What is required
For this exercise, transcribe all of the entries exactly.

━━━━━ Material provided

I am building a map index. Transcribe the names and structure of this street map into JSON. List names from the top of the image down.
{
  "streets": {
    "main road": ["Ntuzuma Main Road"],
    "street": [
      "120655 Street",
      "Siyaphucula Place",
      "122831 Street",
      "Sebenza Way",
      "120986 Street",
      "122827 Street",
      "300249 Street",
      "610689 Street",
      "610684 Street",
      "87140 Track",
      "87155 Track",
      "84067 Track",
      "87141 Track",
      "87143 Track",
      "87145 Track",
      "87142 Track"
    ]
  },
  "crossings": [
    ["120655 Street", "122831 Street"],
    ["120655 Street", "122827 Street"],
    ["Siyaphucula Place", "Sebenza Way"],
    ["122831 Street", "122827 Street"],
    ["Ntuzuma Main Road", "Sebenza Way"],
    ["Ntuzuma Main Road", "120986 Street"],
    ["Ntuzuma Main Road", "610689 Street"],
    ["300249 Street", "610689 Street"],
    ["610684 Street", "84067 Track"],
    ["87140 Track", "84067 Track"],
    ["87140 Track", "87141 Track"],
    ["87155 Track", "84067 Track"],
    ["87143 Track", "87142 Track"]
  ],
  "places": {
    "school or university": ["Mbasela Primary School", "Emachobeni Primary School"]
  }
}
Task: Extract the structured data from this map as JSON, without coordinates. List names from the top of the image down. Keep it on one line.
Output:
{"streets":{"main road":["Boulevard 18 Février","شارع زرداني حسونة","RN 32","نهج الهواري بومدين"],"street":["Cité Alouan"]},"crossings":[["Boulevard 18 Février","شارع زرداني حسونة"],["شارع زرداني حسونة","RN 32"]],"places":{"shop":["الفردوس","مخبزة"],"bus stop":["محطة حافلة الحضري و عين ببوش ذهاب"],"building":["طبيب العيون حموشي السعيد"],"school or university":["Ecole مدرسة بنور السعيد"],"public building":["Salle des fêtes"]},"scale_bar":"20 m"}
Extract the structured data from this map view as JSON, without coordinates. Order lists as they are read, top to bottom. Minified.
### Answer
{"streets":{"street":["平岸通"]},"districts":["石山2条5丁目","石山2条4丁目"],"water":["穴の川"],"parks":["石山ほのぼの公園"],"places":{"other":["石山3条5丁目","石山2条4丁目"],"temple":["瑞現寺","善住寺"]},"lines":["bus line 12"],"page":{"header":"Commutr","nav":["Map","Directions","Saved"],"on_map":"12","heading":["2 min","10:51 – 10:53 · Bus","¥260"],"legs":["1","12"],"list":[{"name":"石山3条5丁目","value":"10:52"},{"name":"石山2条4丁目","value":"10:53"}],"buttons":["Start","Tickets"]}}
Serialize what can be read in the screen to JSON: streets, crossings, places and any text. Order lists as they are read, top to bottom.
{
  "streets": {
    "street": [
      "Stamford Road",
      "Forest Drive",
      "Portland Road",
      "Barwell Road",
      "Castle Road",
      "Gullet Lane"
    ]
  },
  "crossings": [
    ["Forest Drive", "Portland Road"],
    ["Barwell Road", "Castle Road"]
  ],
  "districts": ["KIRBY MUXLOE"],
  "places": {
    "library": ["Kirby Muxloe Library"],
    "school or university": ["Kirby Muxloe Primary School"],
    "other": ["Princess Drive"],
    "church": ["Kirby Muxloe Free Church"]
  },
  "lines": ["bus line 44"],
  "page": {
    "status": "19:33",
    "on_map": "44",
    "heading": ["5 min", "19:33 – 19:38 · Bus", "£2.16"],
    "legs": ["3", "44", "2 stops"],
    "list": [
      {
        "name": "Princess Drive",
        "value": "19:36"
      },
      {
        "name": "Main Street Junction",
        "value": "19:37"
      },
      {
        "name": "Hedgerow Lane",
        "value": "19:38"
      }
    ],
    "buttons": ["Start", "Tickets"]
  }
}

━━━━━━━━━━

Exercise solution
I am building a map index. Transcribe the names and structure of this street map into JSON. List names from the top of the image down.
{
  "streets": {
    "main road": ["Ntuzuma Main Road"],
    "street": [
      "120655 Street",
      "Siyaphucula Place",
      "122831 Street",
      "Sebenza Way",
      "120986 Street",
      "122827 Street",
      "300249 Street",
      "610689 Street",
      "610684 Street",
      "87140 Track",
      "87155 Track",
      "84067 Track",
      "87141 Track",
      "87143 Track",
      "87145 Track",
      "87142 Track"
    ]
  },
  "crossings": [
    ["120655 Street", "122831 Street"],
    ["120655 Street", "122827 Street"],
    ["Siyaphucula Place", "Sebenza Way"],
    ["122831 Street", "122827 Street"],
    ["Ntuzuma Main Road", "Sebenza Way"],
    ["Ntuzuma Main Road", "120986 Street"],
    ["Ntuzuma Main Road", "610689 Street"],
    ["300249 Street", "610689 Street"],
    ["610684 Street", "84067 Track"],
    ["87140 Track", "84067 Track"],
    ["87140 Track", "87141 Track"],
    ["87155 Track", "84067 Track"],
    ["87143 Track", "87142 Track"]
  ],
  "places": {
    "school or university": ["Mbasela Primary School", "Emachobeni Primary School"]
  }
}
Task: Extract the structured data from this map as JSON, without coordinates. List names from the top of the image down. Keep it on one line.
Output:
{"streets":{"main road":["Boulevard 18 Février","شارع زرداني حسونة","RN 32","نهج الهواري بومدين"],"street":["Cité Alouan"]},"crossings":[["Boulevard 18 Février","شارع زرداني حسونة"],["شارع زرداني حسونة","RN 32"]],"places":{"shop":["الفردوس","مخبزة"],"bus stop":["محطة حافلة الحضري و عين ببوش ذهاب"],"building":["طبيب العيون حموشي السعيد"],"school or university":["Ecole مدرسة بنور السعيد"],"public building":["Salle des fêtes"]},"scale_bar":"20 m"}
Extract the structured data from this map view as JSON, without coordinates. Order lists as they are read, top to bottom. Minified.
### Answer
{"streets":{"street":["平岸通"]},"districts":["石山2条5丁目","石山2条4丁目"],"water":["穴の川"],"parks":["石山ほのぼの公園"],"places":{"other":["石山3条5丁目","石山2条4丁目"],"temple":["瑞現寺","善住寺"]},"lines":["bus line 12"],"page":{"header":"Commutr","nav":["Map","Directions","Saved"],"on_map":"12","heading":["2 min","10:51 – 10:53 · Bus","¥260"],"legs":["1","12"],"list":[{"name":"石山3条5丁目","value":"10:52"},{"name":"石山2条4丁目","value":"10:53"}],"buttons":["Start","Tickets"]}}
Serialize what can be read in the screen to JSON: streets, crossings, places and any text. Order lists as they are read, top to bottom.
{
  "streets": {
    "street": [
      "Stamford Road",
      "Forest Drive",
      "Portland Road",
      "Barwell Road",
      "Castle Road",
      "Gullet Lane"
    ]
  },
  "crossings": [
    ["Forest Drive", "Portland Road"],
    ["Barwell Road", "Castle Road"]
  ],
  "districts": ["KIRBY MUXLOE"],
  "places": {
    "library": ["Kirby Muxloe Library"],
    "school or university": ["Kirby Muxloe Primary School"],
    "other": ["Princess Drive"],
    "church": ["Kirby Muxloe Free Church"]
  },
  "lines": ["bus line 44"],
  "page": {
    "status": "19:33",
    "on_map": "44",
    "heading": ["5 min", "19:33 – 19:38 · Bus", "£2.16"],
    "legs": ["3", "44", "2 stops"],
    "list": [
      {
        "name": "Princess Drive",
        "value": "19:36"
      },
      {
        "name": "Main Street Junction",
        "value": "19:37"
      },
      {
        "name": "Hedgerow Lane",
        "value": "19:38"
      }
    ],
    "buttons": ["Start", "Tickets"]
  }
}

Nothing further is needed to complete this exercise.